* _Task prompt_
All of the entries below should be copied exactly as they appear.

(Dataset entries)
- - -

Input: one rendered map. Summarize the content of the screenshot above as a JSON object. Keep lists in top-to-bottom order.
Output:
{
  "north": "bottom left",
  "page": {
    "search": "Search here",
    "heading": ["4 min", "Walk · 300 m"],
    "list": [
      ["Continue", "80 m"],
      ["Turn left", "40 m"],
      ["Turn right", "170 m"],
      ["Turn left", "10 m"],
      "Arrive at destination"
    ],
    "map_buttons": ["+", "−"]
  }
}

- - -

* _Solution to this problem_
Input: one rendered map. Summarize the content of the screenshot above as a JSON object. Keep lists in top-to-bottom order.
Output:
{
  "north": "bottom left",
  "page": {
    "search": "Search here",
    "heading": ["4 min", "Walk · 300 m"],
    "list": [
      ["Continue", "80 m"],
      ["Turn left", "40 m"],
      ["Turn right", "170 m"],
      ["Turn left", "10 m"],
      "Arrive at destination"
    ],
    "map_buttons": ["+", "−"]
  }
}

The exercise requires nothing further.